O MPF conseguiu comprovar que despesas particulares do policial foram pagas diretamente pela Maanaim. Da Igreja Evangélica Maanaim foram utilizados R$ 6,4 mil para pagamento de um condomínio que não diz respeito aos endereços das duas instituições. Da Unidade Terapêutica foi retirado, entre fevereiro e julho de 2013, R$ 1,6 mil para quitaçaão do condomínio onde o policial residia. Também constam despesas com escola e conserto e manutenção de veículo pessoal. Para a Procuradoria há uma 'clara confusão patrimonial entre as instituições'.
Outra situação apurada e definida como de 'extrema gravidade' pelo MPF, reside no fato de que pessoas que vinham sendo investigadas pela PF, passaram à figura de colaboradoras da entidade presidida pelo delegado, que assumia a condução e finalização do inquérito policial.
Atribuição estadual
O MPF também levanta questionamentos e dúvidas a respeito de operações desencadeadas pela Delegacia da Polícia Federal de Passo Fundo, e que, no entanto, eram de competência da esfera estadual.

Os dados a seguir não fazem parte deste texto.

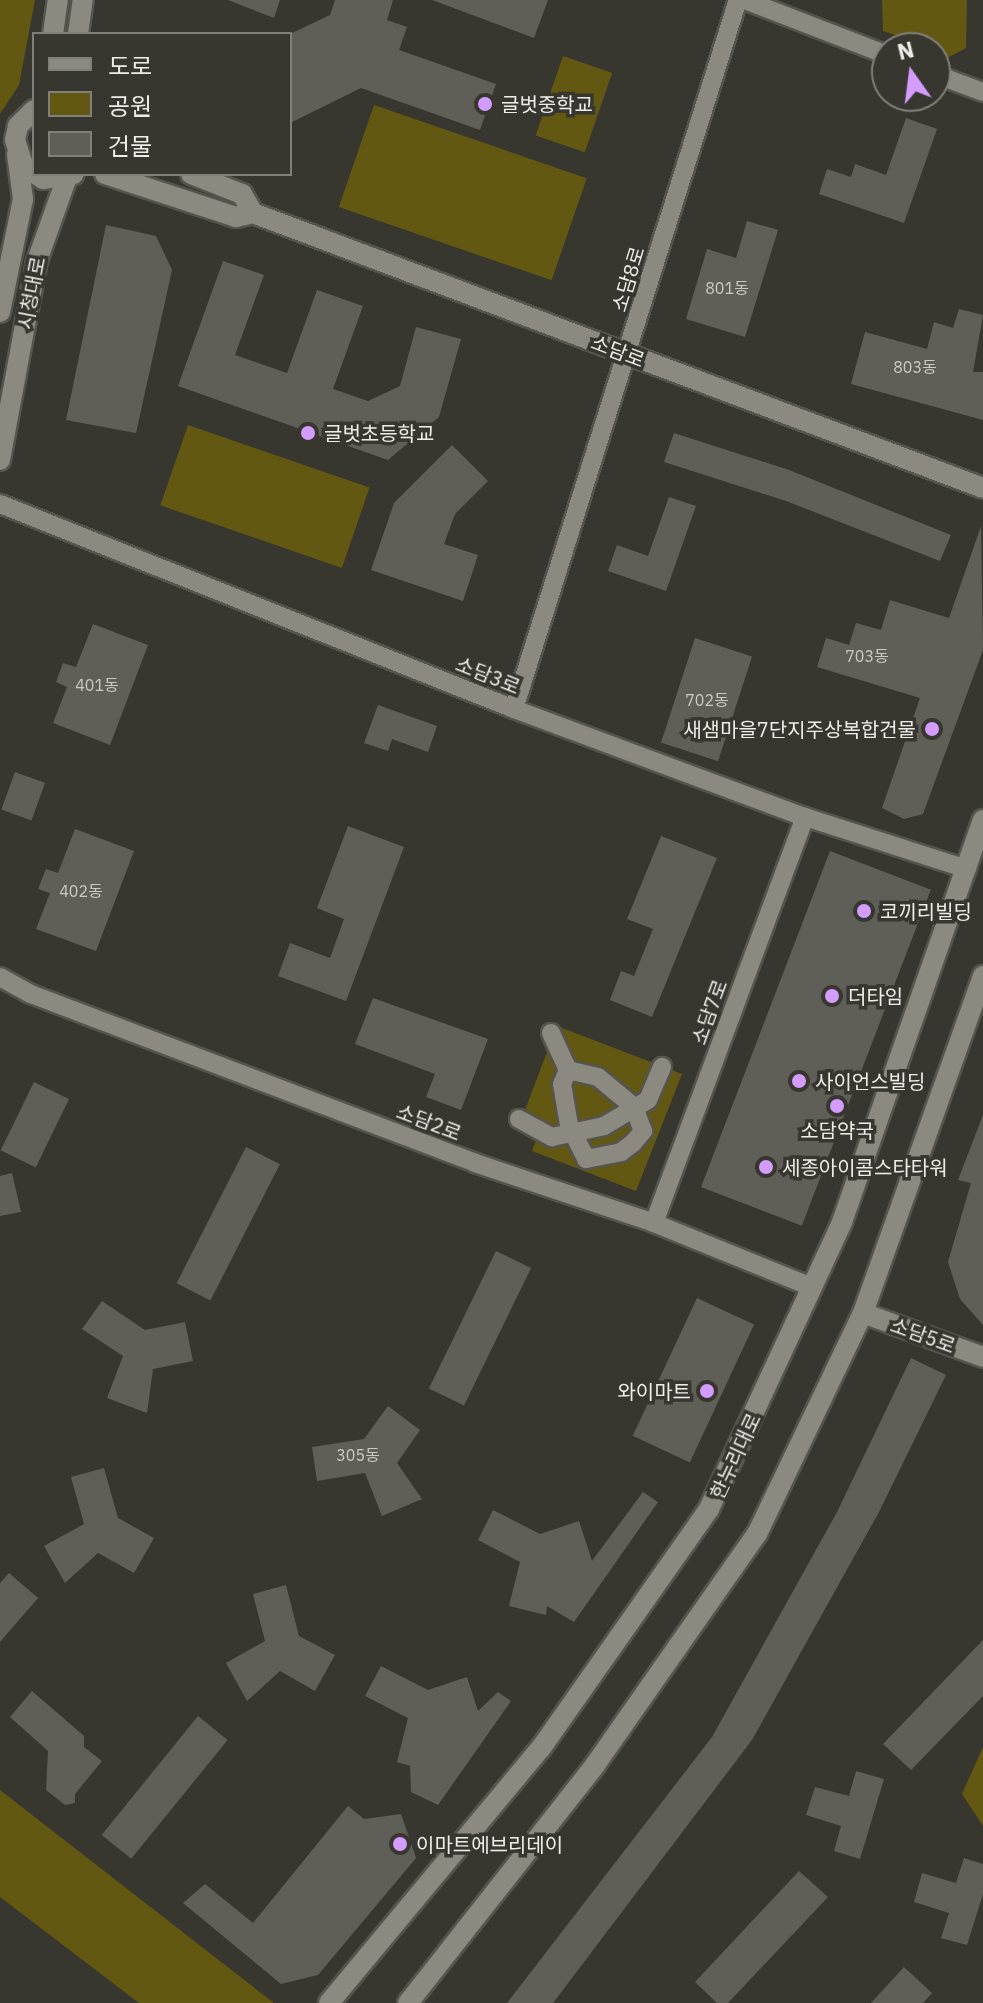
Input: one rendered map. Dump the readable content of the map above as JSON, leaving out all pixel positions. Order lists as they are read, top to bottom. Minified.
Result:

Entre elas, estão as operações Filhos de Davi e Polis, ambas tendo como alvo o empresário Anderson de Azevedo Salomão. "Não custa observar que não há nenhuma hipótese de competência da Justiça Federal em qualquer dessas apurações... ou seja, a DPF exerceu indevidamente a função policial que não lhe cabia, pois o fato, a toda evidência, era de competência da Justiça Estadual e da Polícia estatal respectiva", argumentaram os procuradores.

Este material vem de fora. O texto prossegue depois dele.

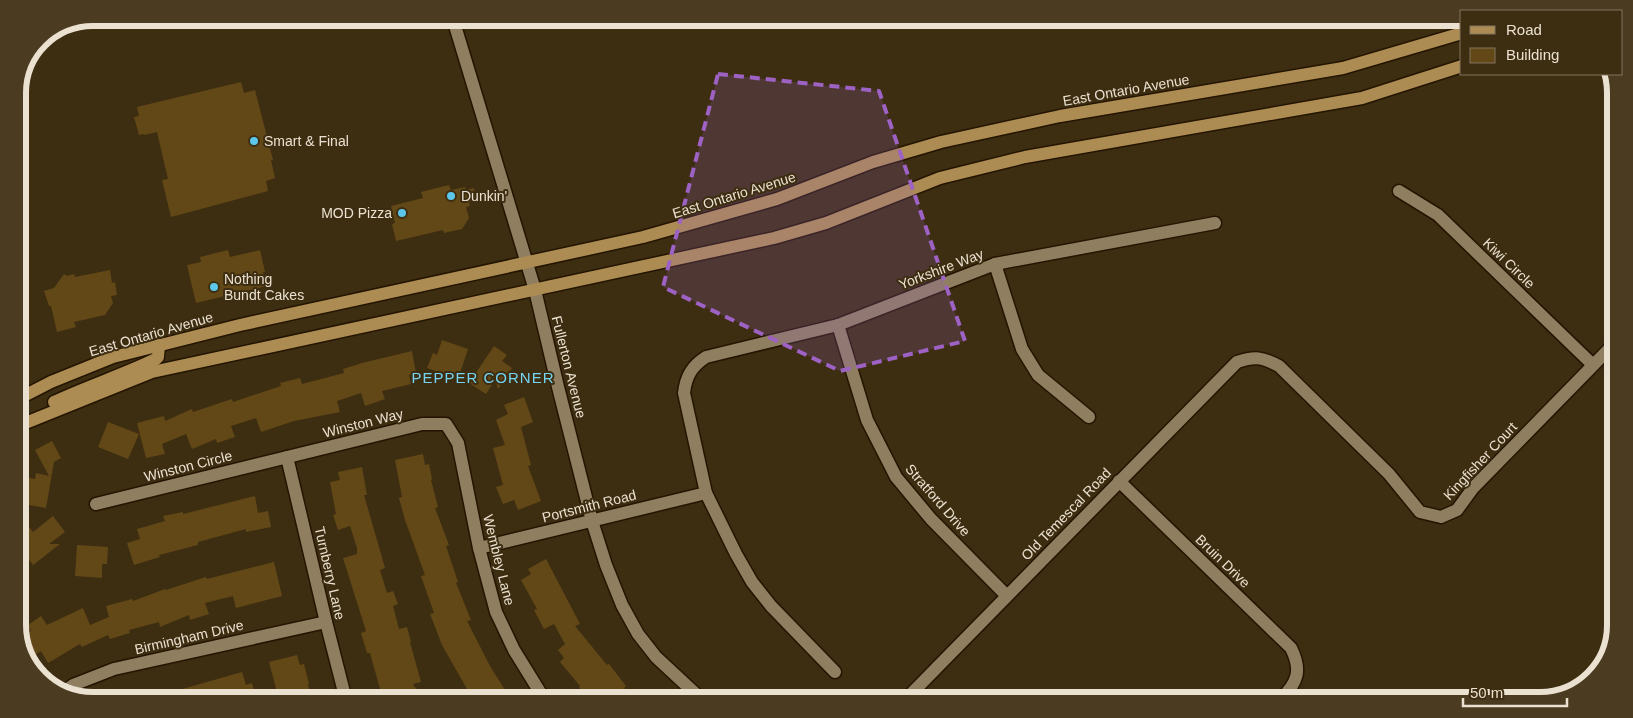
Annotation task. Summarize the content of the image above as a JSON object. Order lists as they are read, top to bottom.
{
  "streets": {
    "main road": ["East Ontario Avenue"],
    "street": [
      "Kiwi Circle",
      "Yorkshire Way",
      "Fullerton Avenue",
      "Winston Way",
      "Kingfisher Court",
      "Winston Circle",
      "Stratford Drive",
      "Portsmith Road",
      "Old Temescal Road",
      "Wembley Lane",
      "Bruin Drive",
      "Turnberry Lane",
      "Birmingham Drive"
    ]
  },
  "crossings": [
    ["East Ontario Avenue", "Fullerton Avenue"],
    ["Kiwi Circle", "Kingfisher Court"],
    ["Yorkshire Way", "Stratford Drive"],
    ["Yorkshire Way", "Portsmith Road"],
    ["Fullerton Avenue", "Portsmith Road"],
    ["Winston Way", "Winston Circle"],
    ["Winston Way", "Wembley Lane"],
    ["Winston Way", "Turnberry Lane"],
    ["Kingfisher Court", "Old Temescal Road"],
    ["Winston Circle", "Turnberry Lane"],
    ["Stratford Drive", "Old Temescal Road"],
    ["Portsmith Road", "Wembley Lane"],
    ["Old Temescal Road", "Bruin Drive"],
    ["Turnberry Lane", "Birmingham Drive"]
  ],
  "districts": ["PEPPER CORNER"],
  "places": [
    "Smart & Final",
    "Dunkin'",
    "MOD Pizza",
    "Nothing Bundt Cakes"
  ],
  "legend": ["Road", "Building"],
  "scale_bar": "50 m"
}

O mesmo vale para a Operação Carmelina, que envolveu o advogado Maurício Dal´Agnol. Dados apresentados pela instituição demonstraram que em maio de 2015, havia 901 inquéritos policiais em andamento na Delegacia da Policia Federal de Passo Fundo. Destes, 202 apuravam crimes de competência da Justiça Estadual. 178 deles eram ligados ao caso Dal´Agnol e 24 referentes a Anderson Salomão. Conforme o MPF, o advogado que está sendo investigado na Operação Dois Caminhos, autou na defesa de Salomão na Operação Polis. Posteriormente, teria dado um depoimento ao delegado, se dizendo vítima do próprio cliente. Além de fazer parte da lista de doadores, ele integra o conselho fiscal da Maanaim.
No entendimento do MPF, o policial se utilizou do cargo e da instituição para obter as doações. "A Polícia Federal não pode servir a Mário, este sim deveria servia a ela, exclusivamente, como lhe impõe a lei", justificou o magistrado.